Apesar de tais personagens aparentemente não se relacionarem em nada, observa-se um ponto em comum: tanto a mula quanto o laranja, quando desconhecem o esquema criminoso, não integram a associação para o tráfico (artigo 35 da Lei nº 11.343/2006) e a organização criminosa (artigo 2º, da Lei nº 12.850/2013), respectivamente.

Nesse sentido, em relação à chamada mula do tráfico de drogas, o Superior Tribunal de Justiça, no informativo de jurisprudência em teses que tratou da Lei n° 11.343/06 [1], trouxe a tese de que "a condição de 'mula' do tráfico, por si só, não afasta a possibilidade de aplicação da minorante do parágrafo 4º do artigo 33 da Lei 11.343/2006, uma vez que a figura de transportador da droga não induz, automaticamente, à conclusão de que o agente integre, de forma estável e permanente, organização criminosa".

Para a 6ª Turma do Superior Tribunal de Justiça, a pessoa que transporta drogas ilícitas nem sempre integra a associação para o tráfico.
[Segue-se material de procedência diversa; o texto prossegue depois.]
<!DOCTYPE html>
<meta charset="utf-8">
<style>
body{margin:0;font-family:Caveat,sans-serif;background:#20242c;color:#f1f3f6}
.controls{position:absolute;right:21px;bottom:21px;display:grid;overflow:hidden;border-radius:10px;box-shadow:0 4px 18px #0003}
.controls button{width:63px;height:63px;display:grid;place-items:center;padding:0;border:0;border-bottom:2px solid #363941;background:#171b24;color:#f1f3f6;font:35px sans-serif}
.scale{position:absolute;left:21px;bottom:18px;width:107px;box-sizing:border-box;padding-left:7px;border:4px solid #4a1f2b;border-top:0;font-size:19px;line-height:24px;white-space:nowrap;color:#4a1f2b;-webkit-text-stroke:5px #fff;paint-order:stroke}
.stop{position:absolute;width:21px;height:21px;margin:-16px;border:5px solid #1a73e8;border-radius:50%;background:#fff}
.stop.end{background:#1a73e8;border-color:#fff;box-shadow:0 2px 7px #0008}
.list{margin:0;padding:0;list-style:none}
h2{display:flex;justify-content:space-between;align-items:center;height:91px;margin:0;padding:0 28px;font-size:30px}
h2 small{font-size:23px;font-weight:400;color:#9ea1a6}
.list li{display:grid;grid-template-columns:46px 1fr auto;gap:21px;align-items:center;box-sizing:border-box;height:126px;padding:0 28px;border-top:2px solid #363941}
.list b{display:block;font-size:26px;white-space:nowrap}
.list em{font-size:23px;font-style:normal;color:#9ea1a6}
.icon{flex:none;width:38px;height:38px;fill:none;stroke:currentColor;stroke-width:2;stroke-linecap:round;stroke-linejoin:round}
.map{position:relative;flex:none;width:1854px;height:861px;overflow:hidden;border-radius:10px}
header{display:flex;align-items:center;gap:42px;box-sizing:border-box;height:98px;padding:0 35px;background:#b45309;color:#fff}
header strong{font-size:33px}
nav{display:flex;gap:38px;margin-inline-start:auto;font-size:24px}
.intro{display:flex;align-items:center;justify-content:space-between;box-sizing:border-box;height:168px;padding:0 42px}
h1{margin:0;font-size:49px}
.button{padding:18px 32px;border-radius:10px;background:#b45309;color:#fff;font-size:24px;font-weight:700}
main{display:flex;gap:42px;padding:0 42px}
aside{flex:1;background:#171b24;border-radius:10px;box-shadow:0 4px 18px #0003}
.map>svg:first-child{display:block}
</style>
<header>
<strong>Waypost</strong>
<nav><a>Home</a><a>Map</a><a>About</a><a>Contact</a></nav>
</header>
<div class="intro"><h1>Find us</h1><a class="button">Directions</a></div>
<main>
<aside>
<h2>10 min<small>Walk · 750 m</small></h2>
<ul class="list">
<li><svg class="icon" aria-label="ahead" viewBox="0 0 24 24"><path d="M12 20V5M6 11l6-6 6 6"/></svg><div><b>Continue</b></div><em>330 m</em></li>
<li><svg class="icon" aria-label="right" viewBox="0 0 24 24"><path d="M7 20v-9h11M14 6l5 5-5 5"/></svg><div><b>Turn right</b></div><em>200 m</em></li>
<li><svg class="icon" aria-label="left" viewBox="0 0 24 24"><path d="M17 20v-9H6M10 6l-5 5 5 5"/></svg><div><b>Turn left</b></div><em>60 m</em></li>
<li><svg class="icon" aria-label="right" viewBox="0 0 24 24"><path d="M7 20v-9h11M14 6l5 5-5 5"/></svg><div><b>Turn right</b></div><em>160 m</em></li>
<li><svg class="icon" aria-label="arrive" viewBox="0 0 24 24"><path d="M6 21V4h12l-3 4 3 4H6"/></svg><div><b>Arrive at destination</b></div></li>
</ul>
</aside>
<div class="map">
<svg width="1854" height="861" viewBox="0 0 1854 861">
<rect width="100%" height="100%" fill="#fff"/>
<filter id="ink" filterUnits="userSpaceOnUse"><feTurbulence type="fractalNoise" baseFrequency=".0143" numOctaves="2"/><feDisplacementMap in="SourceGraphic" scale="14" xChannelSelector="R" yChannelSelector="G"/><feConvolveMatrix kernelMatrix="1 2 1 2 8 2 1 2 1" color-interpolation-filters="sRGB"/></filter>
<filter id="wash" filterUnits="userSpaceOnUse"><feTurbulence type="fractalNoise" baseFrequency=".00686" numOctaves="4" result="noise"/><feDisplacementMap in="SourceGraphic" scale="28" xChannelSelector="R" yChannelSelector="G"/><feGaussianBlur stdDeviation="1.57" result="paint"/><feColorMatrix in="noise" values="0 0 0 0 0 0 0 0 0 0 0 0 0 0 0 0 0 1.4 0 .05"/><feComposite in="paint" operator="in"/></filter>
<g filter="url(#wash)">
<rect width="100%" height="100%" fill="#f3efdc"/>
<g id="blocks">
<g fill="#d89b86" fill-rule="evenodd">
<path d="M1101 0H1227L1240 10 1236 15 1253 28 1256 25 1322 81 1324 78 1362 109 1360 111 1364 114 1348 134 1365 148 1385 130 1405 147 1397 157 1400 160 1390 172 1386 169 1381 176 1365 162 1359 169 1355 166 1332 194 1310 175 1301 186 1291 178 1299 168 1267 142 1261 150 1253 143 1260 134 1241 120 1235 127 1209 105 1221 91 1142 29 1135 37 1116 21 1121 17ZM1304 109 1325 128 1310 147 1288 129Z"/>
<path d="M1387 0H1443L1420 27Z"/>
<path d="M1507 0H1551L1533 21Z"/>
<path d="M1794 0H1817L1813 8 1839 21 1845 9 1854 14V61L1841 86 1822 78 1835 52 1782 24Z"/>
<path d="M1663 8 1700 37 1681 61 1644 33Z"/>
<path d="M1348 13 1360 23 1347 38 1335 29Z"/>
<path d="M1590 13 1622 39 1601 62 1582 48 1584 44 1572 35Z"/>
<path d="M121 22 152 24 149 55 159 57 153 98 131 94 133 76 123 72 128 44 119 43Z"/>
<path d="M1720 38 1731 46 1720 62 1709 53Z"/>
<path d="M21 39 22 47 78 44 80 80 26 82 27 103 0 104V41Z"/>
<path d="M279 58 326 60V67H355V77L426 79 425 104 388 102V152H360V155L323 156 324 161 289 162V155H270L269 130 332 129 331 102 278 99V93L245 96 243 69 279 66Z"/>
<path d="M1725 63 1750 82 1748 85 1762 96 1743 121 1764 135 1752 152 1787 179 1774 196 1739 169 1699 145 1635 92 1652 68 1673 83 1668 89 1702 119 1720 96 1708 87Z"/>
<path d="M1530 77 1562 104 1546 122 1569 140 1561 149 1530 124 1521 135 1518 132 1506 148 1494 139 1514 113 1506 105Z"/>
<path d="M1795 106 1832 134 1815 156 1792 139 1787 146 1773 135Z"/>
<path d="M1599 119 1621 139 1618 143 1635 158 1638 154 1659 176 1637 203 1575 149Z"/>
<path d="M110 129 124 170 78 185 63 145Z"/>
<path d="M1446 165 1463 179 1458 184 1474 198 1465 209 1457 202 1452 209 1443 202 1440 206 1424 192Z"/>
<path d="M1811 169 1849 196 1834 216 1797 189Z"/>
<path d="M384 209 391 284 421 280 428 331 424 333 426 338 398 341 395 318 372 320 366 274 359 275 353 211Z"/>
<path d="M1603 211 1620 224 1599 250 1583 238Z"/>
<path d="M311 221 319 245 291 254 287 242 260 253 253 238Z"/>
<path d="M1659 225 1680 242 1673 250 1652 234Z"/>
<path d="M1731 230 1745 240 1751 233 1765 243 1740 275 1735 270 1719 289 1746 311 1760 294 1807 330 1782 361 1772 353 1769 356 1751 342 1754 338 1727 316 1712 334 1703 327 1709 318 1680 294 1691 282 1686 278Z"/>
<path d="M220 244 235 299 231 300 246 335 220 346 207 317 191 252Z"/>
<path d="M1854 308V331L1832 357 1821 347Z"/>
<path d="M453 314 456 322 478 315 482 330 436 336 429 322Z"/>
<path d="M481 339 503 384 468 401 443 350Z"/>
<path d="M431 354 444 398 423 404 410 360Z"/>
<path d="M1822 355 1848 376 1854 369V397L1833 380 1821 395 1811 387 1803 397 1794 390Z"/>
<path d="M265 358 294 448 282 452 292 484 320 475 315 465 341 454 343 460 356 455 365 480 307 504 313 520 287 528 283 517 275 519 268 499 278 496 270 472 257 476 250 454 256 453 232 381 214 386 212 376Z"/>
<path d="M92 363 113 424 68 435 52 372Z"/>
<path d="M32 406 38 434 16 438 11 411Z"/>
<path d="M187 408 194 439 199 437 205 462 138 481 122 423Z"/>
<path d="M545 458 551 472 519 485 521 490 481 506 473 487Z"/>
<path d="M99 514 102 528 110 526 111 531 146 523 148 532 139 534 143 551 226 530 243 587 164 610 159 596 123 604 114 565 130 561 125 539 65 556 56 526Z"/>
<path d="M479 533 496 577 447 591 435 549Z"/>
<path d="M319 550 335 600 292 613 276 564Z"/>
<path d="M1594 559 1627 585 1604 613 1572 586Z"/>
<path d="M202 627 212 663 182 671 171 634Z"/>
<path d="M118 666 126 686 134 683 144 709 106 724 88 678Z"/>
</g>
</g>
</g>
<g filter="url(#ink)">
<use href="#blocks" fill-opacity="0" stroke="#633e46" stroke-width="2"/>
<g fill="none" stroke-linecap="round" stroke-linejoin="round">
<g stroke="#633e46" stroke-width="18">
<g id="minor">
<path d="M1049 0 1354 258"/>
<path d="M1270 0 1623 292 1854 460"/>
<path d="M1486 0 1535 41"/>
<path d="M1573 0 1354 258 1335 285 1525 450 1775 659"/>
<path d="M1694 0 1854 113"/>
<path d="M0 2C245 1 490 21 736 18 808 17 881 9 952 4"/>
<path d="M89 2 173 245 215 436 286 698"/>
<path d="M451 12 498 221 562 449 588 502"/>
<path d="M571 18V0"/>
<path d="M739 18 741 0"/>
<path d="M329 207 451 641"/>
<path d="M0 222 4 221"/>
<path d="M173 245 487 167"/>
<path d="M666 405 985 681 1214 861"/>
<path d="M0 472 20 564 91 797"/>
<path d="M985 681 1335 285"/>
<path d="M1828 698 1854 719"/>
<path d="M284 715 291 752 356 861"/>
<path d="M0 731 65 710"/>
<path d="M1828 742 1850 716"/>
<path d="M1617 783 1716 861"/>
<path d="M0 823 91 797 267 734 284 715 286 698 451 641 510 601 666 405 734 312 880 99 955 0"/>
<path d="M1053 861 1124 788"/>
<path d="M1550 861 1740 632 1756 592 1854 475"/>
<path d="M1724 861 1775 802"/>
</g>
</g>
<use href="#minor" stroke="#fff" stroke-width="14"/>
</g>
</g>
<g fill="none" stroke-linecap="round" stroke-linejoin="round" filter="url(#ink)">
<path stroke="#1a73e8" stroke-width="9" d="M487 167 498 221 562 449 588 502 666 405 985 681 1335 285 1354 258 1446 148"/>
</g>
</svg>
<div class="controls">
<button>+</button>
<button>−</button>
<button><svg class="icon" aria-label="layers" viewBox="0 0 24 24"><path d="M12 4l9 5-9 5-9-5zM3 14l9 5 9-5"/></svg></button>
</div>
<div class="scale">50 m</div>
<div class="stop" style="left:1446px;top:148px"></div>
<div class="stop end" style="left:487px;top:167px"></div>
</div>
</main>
Assim, o colegiado negou provimento a recurso em que o Ministério Público questionava a aplicação da minorante do tráfico privilegiado sob o argumento de que o transporte de droga, em quantidade expressiva, pressupõe que a pessoa responsável pela tarefa seja parte da estrutura criminosa [2].

De acordo com a ministra Laurita Vaz, a jurisprudência do Superior Tribunal de Justiça tem acompanhado a atual posição do Supremo Tribunal Federal, entendendo que, se não há prova inequívoca do envolvimento estável e permanente do agente com a organização criminosa, não se pode afastar automaticamente a caracterização do tráfico privilegiado.

Ou seja, a mula do tráfico de drogas nem sempre incorre na figura típica da associação para o tráfico, "sendo imprescindível, para tanto, prova inequívoca do seu envolvimento, estável e permanente, com o grupo criminoso" [3], nos termos da reiterada jurisprudência das cortes superiores.

Por outro lado, o crime de pertencimento a organização criminosa está regulamentado na Lei 12.850/13, a qual conceitua a organização criminosa, em seu artigo 1º, §1º, como sendo "a associação de quatro ou mais pessoas estruturalmente ordenada e caracterizada pela divisão de tarefas, ainda que informalmente, com objetivo de obter, direta ou indiretamente, vantagem de qualquer natureza, mediante a prática de infrações penais cujas penas máximas sejam superiores a quatro anos, ou que sejam de caráter transnacional".

A tipificação penal encontra-se no artigo 2º do referido diploma legal: "Promover, constituir, financiar ou integrar, pessoalmente ou por interposta pessoa, organização criminosa".

A jurisprudência majoritária entende que, para a descrição típica do crime de pertencimento a organização criminosa não se exige que todos os seus membros tenham conhecimento uns dos outros e das suas respectivas tarefas.

De fato, não se exige que um membro de uma organização criminosa tenha conhecimento de todos os outros membros e de suas funções. No entanto, a lei é clara: exige-se isso, sim — e não há como negar, pois consta da redação expressa do tipo —, a associação de quatro ou mais pessoas para o fim de obter vantagem mediante a prática de infrações penais.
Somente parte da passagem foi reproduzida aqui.